(Collected data entries)
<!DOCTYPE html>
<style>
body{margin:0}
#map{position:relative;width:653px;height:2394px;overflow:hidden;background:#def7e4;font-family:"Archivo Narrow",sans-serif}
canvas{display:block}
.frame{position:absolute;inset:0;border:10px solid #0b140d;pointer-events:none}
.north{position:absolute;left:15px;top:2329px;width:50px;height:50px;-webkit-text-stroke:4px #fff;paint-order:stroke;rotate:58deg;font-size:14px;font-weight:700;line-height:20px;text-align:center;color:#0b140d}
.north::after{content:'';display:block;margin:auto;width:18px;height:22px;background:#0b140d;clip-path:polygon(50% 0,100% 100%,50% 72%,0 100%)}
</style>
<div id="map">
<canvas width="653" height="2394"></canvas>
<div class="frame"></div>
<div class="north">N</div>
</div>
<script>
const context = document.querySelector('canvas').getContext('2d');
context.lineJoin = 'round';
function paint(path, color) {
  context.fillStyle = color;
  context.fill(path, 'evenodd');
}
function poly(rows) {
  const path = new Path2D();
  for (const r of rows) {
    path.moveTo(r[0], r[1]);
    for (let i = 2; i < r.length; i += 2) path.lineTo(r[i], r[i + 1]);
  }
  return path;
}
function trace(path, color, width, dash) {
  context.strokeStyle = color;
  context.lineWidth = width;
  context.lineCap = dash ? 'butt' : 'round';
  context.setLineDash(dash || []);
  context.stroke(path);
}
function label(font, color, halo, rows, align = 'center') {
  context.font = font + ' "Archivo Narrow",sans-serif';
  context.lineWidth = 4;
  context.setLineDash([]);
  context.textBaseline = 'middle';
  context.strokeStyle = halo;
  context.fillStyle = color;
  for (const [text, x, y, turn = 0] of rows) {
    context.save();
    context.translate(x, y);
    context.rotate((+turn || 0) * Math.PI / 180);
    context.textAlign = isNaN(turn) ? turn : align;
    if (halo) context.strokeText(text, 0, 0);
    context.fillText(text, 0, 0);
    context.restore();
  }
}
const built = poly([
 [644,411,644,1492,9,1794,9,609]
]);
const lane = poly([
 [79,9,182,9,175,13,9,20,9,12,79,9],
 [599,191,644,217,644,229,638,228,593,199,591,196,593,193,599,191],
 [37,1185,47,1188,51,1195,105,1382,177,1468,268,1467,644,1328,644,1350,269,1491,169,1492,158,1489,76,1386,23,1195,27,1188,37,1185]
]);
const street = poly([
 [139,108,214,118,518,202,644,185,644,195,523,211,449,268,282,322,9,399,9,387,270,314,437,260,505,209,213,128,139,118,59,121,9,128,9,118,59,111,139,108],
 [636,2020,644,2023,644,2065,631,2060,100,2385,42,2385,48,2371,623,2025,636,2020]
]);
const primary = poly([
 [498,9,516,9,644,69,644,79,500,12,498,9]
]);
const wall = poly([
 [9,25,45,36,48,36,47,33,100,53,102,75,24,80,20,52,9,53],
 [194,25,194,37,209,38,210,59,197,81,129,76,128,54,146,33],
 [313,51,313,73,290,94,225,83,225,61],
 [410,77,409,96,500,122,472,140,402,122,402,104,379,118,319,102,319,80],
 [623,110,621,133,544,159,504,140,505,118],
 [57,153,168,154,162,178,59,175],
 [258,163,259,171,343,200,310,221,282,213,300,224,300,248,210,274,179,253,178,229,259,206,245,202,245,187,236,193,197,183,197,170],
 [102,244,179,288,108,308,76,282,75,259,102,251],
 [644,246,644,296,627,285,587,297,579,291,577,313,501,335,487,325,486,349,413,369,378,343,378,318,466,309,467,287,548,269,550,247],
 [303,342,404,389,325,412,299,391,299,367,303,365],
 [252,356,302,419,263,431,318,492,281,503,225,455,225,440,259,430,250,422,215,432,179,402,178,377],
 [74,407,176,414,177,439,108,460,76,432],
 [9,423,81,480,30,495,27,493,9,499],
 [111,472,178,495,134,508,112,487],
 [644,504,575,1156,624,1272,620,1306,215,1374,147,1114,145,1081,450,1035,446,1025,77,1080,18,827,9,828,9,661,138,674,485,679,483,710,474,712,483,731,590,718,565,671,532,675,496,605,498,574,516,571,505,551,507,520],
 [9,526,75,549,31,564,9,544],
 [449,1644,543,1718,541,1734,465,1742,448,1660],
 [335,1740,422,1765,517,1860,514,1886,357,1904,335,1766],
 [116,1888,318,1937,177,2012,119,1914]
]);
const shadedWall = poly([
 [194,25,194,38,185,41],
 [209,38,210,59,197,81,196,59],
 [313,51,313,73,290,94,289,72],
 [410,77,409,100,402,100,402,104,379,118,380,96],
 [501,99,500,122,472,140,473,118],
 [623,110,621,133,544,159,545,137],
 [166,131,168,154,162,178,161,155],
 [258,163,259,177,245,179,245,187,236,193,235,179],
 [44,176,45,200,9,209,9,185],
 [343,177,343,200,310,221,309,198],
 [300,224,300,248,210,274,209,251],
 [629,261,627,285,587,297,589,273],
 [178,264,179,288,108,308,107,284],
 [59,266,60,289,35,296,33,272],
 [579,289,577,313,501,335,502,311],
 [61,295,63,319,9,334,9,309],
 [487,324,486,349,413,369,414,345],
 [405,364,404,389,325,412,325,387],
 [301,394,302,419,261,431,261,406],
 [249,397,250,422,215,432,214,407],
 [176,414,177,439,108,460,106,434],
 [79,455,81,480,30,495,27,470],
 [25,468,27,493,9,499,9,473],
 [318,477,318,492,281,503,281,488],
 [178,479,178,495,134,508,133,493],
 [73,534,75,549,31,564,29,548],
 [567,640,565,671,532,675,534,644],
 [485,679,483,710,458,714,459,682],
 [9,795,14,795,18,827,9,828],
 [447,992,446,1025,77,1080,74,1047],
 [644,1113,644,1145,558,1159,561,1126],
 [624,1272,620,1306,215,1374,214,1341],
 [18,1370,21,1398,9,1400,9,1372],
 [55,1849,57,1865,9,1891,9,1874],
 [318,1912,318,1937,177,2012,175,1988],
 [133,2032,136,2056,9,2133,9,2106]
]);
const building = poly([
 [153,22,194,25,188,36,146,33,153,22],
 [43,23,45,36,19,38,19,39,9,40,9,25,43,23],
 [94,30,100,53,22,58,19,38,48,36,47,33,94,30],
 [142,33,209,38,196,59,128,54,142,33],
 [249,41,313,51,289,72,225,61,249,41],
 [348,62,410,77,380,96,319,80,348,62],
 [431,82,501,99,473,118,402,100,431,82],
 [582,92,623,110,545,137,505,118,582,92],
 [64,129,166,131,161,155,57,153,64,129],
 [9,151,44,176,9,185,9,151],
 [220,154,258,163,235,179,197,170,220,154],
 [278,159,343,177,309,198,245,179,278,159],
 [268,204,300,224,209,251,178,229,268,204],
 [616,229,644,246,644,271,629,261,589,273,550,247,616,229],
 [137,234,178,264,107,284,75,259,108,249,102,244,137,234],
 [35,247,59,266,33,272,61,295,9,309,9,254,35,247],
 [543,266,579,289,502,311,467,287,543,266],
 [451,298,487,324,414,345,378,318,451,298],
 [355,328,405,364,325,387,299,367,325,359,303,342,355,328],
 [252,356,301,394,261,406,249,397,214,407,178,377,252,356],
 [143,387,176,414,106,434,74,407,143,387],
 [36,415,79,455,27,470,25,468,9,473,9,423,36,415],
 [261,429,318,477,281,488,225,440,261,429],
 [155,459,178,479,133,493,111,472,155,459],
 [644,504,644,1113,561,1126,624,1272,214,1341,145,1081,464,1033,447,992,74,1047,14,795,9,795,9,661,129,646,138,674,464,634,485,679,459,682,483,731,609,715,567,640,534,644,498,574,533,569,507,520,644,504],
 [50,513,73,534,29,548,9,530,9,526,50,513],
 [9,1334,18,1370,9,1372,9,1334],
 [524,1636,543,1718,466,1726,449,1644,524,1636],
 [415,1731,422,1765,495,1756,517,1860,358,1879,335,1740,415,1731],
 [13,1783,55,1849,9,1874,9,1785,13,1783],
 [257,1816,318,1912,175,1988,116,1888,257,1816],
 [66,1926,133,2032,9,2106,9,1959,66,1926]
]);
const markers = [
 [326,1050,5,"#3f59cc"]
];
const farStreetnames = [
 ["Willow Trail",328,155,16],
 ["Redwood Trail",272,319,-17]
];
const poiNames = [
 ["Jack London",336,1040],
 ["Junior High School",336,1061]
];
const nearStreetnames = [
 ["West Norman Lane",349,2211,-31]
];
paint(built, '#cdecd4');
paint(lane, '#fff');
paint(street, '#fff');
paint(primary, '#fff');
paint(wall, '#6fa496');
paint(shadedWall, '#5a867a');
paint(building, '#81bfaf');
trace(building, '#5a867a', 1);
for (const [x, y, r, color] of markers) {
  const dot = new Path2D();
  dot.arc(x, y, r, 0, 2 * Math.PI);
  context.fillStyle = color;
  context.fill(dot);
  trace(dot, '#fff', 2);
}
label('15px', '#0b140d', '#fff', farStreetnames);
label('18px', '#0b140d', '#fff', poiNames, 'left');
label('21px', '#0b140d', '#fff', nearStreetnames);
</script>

About this exercise: Give an exact copy of the lines above, from the top of the records to the line that contains "context.fillText(text, 0, 0);", taking in both ends.

Finished task:
<!DOCTYPE html>
<style>
body{margin:0}
#map{position:relative;width:653px;height:2394px;overflow:hidden;background:#def7e4;font-family:"Archivo Narrow",sans-serif}
canvas{display:block}
.frame{position:absolute;inset:0;border:10px solid #0b140d;pointer-events:none}
.north{position:absolute;left:15px;top:2329px;width:50px;height:50px;-webkit-text-stroke:4px #fff;paint-order:stroke;rotate:58deg;font-size:14px;font-weight:700;line-height:20px;text-align:center;color:#0b140d}
.north::after{content:'';display:block;margin:auto;width:18px;height:22px;background:#0b140d;clip-path:polygon(50% 0,100% 100%,50% 72%,0 100%)}
</style>
<div id="map">
<canvas width="653" height="2394"></canvas>
<div class="frame"></div>
<div class="north">N</div>
</div>
<script>
const context = document.querySelector('canvas').getContext('2d');
context.lineJoin = 'round';
function paint(path, color) {
  context.fillStyle = color;
  context.fill(path, 'evenodd');
}
function poly(rows) {
  const path = new Path2D();
  for (const r of rows) {
    path.moveTo(r[0], r[1]);
    for (let i = 2; i < r.length; i += 2) path.lineTo(r[i], r[i + 1]);
  }
  return path;
}
function trace(path, color, width, dash) {
  context.strokeStyle = color;
  context.lineWidth = width;
  context.lineCap = dash ? 'butt' : 'round';
  context.setLineDash(dash || []);
  context.stroke(path);
}
function label(font, color, halo, rows, align = 'center') {
  context.font = font + ' "Archivo Narrow",sans-serif';
  context.lineWidth = 4;
  context.setLineDash([]);
  context.textBaseline = 'middle';
  context.strokeStyle = halo;
  context.fillStyle = color;
  for (const [text, x, y, turn = 0] of rows) {
    context.save();
    context.translate(x, y);
    context.rotate((+turn || 0) * Math.PI / 180);
    context.textAlign = isNaN(turn) ? turn : align;
    if (halo) context.strokeText(text, 0, 0);
    context.fillText(text, 0, 0);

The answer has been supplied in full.